Education and Moon Landings: A Quick Comparison
I am inclined to be sympathetic toward Students First, an education-reform group, because of its association with Michelle Rhee, who seems like one of the good guys. But this tweet from the group made me roll my eyes a little: “44 years ago America put men on the moon. Imagine if we gave the same effort to improving public education today?”
Granted, “effort” is not the same as “money,” but consider: The cost of the Apollo program was about $125 billion in 2012 dollars. Spending on pre-kindergarten through high-school education last year alone was about $515 billion, more than four times as much, year in and year out.
There are several possible conclusions we could draw from that. One is that giving children a decent education, a trade that was developed to a high degree of sophistication back when Aristotle was tutoring Alexander the Great, has in the intervening years somehow become more difficult and demanding than is space exploration. I assign that very low probability to that proposition. A second possibility is that the relationship between money spent on education and educational outcomes is unpredictable, which is consistent with a great deal of data and suggests that, contra all those bone-headed bumper stickers about the Pentagon and bake sales, the problem with the U.S. educational system is not the availability of financial resources.

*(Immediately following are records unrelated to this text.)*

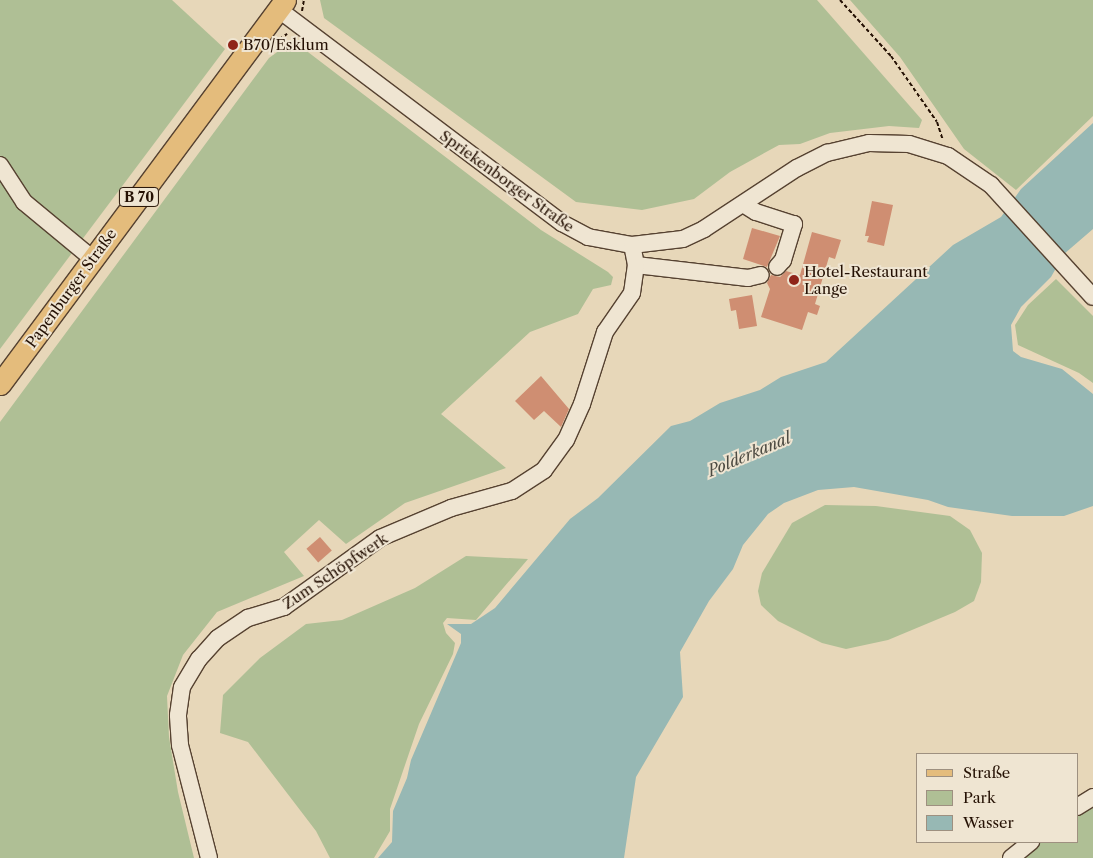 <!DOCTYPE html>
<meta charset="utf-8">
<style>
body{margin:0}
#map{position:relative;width:1093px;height:858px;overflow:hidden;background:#e7d7b9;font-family:"Libre Caslon Text",serif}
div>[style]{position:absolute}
.green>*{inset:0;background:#afbf95}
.water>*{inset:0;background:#97b8b4}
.building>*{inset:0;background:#cf8e72;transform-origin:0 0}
.path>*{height:2px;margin-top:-1px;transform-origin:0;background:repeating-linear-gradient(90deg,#251104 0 4px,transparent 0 6.5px)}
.roads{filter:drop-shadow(1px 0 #564231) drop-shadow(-1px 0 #564231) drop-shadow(0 1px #564231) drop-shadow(0 -1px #564231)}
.minor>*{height:16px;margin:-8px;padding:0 8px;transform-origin:8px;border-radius:8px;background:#efe5d2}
.major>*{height:21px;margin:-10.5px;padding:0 10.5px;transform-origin:10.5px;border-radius:10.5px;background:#e4bc7c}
.dots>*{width:14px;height:14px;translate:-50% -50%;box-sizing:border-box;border:2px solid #efe5d2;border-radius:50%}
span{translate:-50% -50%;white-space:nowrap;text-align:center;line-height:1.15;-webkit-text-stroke:4px #efe5d2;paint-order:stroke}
.shield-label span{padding:1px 4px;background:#efe5d2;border:1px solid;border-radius:4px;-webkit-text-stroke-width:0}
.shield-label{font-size:14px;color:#251104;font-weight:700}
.poi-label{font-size:15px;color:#251104}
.left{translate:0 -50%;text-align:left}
.street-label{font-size:15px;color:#251104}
.water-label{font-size:16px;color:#4d4b42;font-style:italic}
.legend{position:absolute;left:916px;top:753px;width:162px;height:90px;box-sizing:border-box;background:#efe5d2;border:1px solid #9e9080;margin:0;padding:6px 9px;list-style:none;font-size:15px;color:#251104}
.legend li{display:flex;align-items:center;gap:10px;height:25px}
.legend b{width:25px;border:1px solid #9e9080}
</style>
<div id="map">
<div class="green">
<i style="clip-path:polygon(0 0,172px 0,225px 49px,0 349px)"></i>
<i style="clip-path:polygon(320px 0,817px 0,922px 120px,919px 128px,889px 126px,830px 133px,800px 144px,779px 145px,730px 172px,694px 199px,642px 210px,576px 202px,324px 18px)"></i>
<i style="clip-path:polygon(850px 0,1093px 0,1093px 116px,1016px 190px,964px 149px,900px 57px)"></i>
<i style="clip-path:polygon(292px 46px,304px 49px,541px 230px,608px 272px,613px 277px,611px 285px,593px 289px,578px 314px,530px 332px,441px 414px,506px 468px,405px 503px,346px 544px,319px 520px,284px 552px,304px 576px,217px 612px,183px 655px,167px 696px,169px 737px,178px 792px,194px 858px,0 858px,0 422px,269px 58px,280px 50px)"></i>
<i style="clip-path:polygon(1056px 279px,1093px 316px,1093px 383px,1079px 373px,1018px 345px,1015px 325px,1028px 305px)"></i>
<i style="clip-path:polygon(825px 505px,876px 506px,950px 516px,970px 530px,982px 553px,981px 582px,974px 601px,955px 612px,888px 640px,846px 649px,822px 643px,778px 621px,761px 605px,758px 591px,762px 573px,792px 523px)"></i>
<i style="clip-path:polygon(466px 556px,528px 559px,476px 620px,447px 618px,443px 623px,446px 633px,455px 643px,453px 654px,419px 724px,390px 809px,390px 831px,374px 858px,330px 858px,316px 831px,248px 742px,220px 733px,223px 695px,260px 658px,306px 624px,342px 620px,415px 588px)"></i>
<i style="clip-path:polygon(1093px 800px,1093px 858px,1015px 858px,1035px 842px,1077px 842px,1077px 810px)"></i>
</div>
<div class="water">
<i style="clip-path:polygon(1093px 123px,1093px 229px,1064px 254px,1051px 277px,1021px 307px,1011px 325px,1013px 351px,1021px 357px,1062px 369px,1093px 394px,1093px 506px,1064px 516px,1012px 516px,948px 507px,928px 500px,854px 487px,818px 490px,784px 503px,768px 514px,743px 545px,733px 569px,709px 601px,680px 652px,683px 697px,636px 777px,624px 858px,378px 858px,392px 842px,393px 811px,407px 778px,411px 760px,461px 643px,461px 634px,447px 624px,471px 624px,495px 608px,570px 519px,598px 498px,671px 426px,690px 421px,720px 403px,760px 390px,781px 377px,826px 362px,953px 245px,1001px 217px,1021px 189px)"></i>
</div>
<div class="building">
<i style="clip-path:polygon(872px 201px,893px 205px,884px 246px,867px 242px,869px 236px,865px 236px)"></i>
<i style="clip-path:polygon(752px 228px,780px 236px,767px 267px,743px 259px)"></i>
<i style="clip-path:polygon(812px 232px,841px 240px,835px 259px,829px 257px,815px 304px,820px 306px,817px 315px,808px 312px,802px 330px,761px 317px,770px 289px,767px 283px,771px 275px,780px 277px,786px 271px,800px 275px)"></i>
<i style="clip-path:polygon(752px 295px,757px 326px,739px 329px,736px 310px,731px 311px,729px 299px)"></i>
<i style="clip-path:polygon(541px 376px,569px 409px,561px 427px,544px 411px,534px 420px,515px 401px)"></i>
<i style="left:320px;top:537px;width:18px;height:18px;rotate:49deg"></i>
</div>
<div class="path">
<i style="left:840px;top:0;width:76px;rotate:47.7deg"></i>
<i style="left:891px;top:56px;width:80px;rotate:55.1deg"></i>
<i style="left:937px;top:122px;width:19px;rotate:72deg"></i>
<i style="left:302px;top:11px;width:11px;rotate:-80deg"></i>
<i style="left:274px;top:43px;width:16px;rotate:-35deg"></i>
</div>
<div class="roads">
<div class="minor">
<i style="left:278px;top:9px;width:356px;rotate:37deg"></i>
<i style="left:562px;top:223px;width:30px;rotate:28deg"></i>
<i style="left:588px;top:237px;width:45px;rotate:10.3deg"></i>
<i style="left:632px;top:245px;width:51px;rotate:-6.7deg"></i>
<i style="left:683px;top:239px;width:23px;rotate:-25deg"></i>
<i style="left:704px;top:229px;width:111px;rotate:-33.3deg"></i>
<i style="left:797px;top:168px;width:34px;rotate:-27deg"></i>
<i style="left:827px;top:153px;width:43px;rotate:-13.4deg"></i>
<i style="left:869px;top:143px;width:40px;rotate:1.4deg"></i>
<i style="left:909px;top:144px;width:41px;rotate:17.1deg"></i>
<i style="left:948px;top:156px;width:52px;rotate:34deg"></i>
<i style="left:991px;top:185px;width:151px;rotate:47.7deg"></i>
<i style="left:0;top:165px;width:44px;rotate:57deg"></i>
<i style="left:24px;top:202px;width:89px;rotate:39.6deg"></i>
<i style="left:743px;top:204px;width:15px;rotate:32deg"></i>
<i style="left:756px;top:212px;width:40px;rotate:18deg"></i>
<i style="left:794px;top:224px;width:38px;rotate:107deg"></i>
<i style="left:783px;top:260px;width:9px;rotate:131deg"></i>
<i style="left:636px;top:265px;width:113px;rotate:6.6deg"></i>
<i style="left:748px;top:278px;width:13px;rotate:-13deg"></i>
<i style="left:1077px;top:807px;width:19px;rotate:-32deg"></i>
<i style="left:209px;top:858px;width:117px;rotate:-104.4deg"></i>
<i style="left:180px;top:745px;width:30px;rotate:-94deg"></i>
<i style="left:178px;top:715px;width:28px;rotate:-82deg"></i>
<i style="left:182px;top:687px;width:33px;rotate:-59deg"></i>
<i style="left:199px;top:659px;width:28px;rotate:-48deg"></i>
<i style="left:218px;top:638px;width:36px;rotate:-34deg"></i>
<i style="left:248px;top:618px;width:38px;rotate:-17deg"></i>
<i style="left:284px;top:607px;width:118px;rotate:-35.7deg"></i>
<i style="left:380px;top:538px;width:77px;rotate:-22.9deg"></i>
<i style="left:451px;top:508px;width:63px;rotate:-15.6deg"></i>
<i style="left:512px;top:491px;width:38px;rotate:-33deg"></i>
<i style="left:544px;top:470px;width:37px;rotate:-54deg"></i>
<i style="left:566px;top:440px;width:39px;rotate:-66deg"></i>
<i style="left:582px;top:404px;width:76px;rotate:-72.3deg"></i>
<i style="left:605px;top:332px;width:47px;rotate:-55.3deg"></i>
<i style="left:632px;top:293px;width:28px;rotate:-82deg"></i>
<i style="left:636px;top:265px;width:20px;rotate:-101deg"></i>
<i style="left:1011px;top:858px;width:26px;rotate:-39deg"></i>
</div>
<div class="major">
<i style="left:0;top:384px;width:478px;rotate:-53.4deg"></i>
</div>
</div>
<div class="dots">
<i style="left:233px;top:45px;background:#8f2418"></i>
<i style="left:794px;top:280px;background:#8f2418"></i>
</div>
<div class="shield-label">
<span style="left:139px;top:197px">B 70</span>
</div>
<div class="poi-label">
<span class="left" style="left:243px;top:45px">B70/Esklum</span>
<span class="left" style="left:804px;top:280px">Hotel-Restaurant<br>Lange</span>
</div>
<div class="street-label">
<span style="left:507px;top:181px;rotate:36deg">Spriekenborger Straße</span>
<span style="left:71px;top:288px;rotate:-54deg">Papenburger Straße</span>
<span style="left:335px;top:571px;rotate:-34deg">Zum Schöpfwerk</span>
</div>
<div class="water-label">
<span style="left:749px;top:454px;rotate:-23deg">Polderkanal</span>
</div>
<ul class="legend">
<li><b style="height:6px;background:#e4bc7c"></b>Straße</li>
<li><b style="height:14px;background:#afbf95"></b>Park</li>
<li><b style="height:14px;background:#97b8b4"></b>Wasser</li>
</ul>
</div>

Rhee’s group, as the tweet above reminds us, is dedicated to the proposition that public education should be reformed. But should implies can, and it is possible that no amount of policy innovation will be sufficient to reform that system, because the financial interests dependent upon the current failed model of education — financial interests that include, for example, the entire Democratic party, down to the last dog-catcher and hanger-on — will never give up that half-a-trillion-a-year gravy train. If you think farm subsidies are eternal and defense-contractors are rapacious, wait until you try to pry the NEA and the NFT AFT off of the national nipple.
By all means, conservatives should continue to press for such reforms to the public-education system as are possible, especially changes that attach funding to students’ and families’ choices rather than to political institutions. But conservatives, whose first duty is to reality, should also be forthright about the fact that rescuing as many children as possible, especially poor children, from the government education monopolies probably is the best recipe for reform. There is a reason that in everything from architecture to organizational structure, a great many of our government schools are indistinguishable from jails. Neither set of institutions is operated for the benefit of those incarcerated within.
(NOTE: Thanks for the correction: American Federation of Teachers, not National Federation of Teachers. I get a F in parasitology.)